Jamaican prelate of the Catholic Church

Donald James Reece (born 13 April 1934) is a Jamaican prelate of the Catholic Church who served as Archbishop of Kingston in Jamaica from 2008 until his retirement in 2011.

==Biography==

Donald James Reece began religious life as a Franciscan Friar in the Society of the Atonement in the 1950s before beginning studies at the Catholic University of America in preparation for the priesthood. He received on 3 January 1971 his priestly ordination and Pope John Paul II appointed him on 17 July 1981 bishop to the Roman Catholic Diocese of Saint John's–Basseterre. His consecration was given by Samuel Emmanuel Carter, SJ, Archbishop of Kingston, Kelvin Edward Felix, Archbishop of the Roman Catholic Archdiocese of Castries and Joseph Oliver Bowers, SVD, former bishop of the Diocese of Saint John's-Basseterre on 8 October of the same year.
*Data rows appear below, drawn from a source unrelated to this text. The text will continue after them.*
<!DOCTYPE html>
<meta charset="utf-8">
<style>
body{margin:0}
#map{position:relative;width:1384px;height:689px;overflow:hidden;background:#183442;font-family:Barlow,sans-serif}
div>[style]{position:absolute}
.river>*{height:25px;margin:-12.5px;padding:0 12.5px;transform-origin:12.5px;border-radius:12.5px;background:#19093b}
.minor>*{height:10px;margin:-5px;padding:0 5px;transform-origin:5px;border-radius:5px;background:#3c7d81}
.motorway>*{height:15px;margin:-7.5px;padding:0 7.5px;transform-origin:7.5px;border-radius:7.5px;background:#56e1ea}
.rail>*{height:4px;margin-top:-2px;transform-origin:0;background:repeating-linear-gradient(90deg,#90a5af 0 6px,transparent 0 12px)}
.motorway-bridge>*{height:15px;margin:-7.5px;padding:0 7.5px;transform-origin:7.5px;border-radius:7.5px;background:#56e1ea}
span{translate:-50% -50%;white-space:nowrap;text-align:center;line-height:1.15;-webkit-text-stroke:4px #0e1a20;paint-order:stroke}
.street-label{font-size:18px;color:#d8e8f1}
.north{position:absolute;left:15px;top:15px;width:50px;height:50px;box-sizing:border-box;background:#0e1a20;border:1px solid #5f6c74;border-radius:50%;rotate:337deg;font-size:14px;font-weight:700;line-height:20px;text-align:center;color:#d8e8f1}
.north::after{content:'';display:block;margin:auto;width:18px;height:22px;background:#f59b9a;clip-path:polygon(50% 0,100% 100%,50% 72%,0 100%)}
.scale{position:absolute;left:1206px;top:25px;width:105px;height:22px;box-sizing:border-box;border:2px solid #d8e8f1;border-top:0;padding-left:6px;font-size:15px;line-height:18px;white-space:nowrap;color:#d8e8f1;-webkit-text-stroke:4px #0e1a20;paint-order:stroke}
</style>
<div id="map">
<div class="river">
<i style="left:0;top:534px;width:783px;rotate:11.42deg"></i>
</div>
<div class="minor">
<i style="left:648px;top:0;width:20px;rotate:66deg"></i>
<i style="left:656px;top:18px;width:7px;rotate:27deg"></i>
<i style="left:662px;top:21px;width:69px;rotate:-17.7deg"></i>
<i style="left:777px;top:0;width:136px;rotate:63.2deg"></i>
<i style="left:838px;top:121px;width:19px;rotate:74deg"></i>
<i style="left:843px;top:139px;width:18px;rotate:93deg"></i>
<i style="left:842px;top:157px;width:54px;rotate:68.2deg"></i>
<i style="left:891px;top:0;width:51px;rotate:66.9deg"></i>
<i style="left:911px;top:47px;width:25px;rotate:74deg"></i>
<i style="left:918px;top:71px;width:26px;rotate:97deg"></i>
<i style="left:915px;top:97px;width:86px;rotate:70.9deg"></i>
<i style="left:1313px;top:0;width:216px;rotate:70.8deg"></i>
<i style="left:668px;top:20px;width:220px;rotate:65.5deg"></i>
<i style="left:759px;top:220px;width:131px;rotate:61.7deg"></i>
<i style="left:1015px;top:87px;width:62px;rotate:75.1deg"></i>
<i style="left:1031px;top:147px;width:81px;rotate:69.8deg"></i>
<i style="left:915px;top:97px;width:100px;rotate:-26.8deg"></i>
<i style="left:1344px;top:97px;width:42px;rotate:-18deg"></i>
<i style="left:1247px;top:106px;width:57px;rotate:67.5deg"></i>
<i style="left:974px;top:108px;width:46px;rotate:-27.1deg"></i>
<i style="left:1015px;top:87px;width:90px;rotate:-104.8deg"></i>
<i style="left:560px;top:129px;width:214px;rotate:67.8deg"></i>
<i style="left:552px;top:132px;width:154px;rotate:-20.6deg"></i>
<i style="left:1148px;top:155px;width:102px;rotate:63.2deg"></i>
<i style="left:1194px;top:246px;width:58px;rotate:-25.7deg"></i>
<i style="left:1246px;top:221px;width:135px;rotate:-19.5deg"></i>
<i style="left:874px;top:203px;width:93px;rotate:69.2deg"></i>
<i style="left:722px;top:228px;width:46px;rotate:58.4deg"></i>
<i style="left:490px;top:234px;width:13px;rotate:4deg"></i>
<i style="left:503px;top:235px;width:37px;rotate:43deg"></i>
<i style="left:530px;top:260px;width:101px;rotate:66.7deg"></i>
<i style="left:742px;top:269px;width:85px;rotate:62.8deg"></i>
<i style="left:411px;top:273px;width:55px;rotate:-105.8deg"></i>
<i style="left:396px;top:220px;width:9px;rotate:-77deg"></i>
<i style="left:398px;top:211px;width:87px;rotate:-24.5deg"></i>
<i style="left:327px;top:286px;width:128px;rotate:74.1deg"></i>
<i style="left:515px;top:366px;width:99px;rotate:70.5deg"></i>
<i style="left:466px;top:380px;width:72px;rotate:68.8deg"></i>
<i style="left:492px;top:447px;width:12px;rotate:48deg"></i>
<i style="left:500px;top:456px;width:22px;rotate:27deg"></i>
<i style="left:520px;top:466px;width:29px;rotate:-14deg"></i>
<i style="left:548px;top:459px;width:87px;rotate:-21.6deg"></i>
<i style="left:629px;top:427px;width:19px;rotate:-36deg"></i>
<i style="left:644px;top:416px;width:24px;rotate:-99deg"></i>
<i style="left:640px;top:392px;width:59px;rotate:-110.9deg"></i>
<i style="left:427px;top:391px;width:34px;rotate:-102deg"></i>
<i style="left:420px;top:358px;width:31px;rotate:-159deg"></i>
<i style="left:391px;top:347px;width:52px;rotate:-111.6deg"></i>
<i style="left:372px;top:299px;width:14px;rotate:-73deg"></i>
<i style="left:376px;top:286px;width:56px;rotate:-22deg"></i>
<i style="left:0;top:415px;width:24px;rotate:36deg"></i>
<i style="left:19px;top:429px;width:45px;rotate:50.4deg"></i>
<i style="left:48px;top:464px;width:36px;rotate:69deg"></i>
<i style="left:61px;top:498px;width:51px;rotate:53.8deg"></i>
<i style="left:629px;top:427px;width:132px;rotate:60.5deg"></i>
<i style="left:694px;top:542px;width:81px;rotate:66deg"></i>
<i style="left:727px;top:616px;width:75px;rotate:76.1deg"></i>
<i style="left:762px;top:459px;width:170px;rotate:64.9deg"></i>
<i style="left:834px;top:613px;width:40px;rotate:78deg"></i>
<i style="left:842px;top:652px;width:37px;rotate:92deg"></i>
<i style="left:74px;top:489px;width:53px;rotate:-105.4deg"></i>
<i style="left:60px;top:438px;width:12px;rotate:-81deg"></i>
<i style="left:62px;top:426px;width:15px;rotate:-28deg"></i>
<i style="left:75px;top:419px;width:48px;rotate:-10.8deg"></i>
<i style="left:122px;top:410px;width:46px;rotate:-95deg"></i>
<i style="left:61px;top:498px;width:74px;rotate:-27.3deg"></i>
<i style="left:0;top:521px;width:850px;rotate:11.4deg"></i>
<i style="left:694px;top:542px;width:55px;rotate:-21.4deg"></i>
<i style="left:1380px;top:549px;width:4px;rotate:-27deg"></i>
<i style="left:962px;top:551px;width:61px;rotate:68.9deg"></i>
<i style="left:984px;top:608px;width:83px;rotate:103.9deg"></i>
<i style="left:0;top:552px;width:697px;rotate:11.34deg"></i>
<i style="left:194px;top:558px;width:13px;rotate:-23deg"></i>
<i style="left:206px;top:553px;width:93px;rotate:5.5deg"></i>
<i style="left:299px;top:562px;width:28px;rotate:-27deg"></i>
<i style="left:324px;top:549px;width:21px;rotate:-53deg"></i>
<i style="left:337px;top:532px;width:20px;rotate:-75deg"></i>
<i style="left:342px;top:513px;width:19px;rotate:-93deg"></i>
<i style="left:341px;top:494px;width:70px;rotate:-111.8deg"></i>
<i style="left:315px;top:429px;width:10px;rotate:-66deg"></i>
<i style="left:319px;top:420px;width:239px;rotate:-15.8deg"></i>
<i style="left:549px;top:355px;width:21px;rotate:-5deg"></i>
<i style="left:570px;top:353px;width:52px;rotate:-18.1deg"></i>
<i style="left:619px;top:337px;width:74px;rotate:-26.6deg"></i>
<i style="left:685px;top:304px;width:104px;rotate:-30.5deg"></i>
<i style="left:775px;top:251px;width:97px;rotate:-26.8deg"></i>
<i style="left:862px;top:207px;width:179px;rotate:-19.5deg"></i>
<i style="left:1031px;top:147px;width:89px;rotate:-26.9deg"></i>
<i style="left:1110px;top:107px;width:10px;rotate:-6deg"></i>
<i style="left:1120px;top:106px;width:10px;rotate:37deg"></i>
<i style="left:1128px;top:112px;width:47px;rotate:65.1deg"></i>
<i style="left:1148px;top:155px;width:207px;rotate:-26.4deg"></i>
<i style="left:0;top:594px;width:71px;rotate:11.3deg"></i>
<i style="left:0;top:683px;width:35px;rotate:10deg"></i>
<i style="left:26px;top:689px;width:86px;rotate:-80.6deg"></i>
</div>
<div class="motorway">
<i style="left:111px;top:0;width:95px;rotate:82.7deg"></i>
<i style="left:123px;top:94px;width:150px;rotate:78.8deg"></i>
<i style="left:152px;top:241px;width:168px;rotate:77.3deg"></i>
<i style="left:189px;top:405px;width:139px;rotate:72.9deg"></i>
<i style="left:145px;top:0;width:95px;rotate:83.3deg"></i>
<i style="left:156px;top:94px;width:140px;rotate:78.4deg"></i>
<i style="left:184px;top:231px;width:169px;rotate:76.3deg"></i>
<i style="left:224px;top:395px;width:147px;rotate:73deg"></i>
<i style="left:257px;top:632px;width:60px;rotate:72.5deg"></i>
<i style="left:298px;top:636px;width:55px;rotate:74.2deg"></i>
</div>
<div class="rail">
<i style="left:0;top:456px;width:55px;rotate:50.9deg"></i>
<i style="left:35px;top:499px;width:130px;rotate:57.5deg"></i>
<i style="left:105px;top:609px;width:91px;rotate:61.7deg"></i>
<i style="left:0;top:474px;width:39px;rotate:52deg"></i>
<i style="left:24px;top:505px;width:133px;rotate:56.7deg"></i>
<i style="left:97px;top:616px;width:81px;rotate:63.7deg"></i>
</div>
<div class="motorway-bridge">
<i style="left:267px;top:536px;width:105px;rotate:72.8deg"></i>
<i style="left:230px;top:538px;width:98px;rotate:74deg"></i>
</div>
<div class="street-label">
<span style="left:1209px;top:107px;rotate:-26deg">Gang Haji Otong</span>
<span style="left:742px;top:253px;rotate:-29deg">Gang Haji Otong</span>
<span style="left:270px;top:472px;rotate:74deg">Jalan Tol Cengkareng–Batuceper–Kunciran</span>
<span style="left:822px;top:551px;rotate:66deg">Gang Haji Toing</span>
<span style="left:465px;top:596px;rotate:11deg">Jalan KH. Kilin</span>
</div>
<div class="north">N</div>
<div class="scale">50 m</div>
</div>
On 12 October 2007 he was appointed by Pope Benedict XVI Coadjutor Archbishop of Kingston in Jamaica. After the retirement of Lawrence Aloysius Burke, SJ, he followed him on 12 April 2008 by the Office of the Archbishop of Kingston in Jamaica.

On 15 April 2011 Benedict XVI accepted his resignation as Archbishop of Kingston.

In 2012, he was honored for his contributions to education and religion with the Order of Jamaica, the fourth highest medal of Jamaica.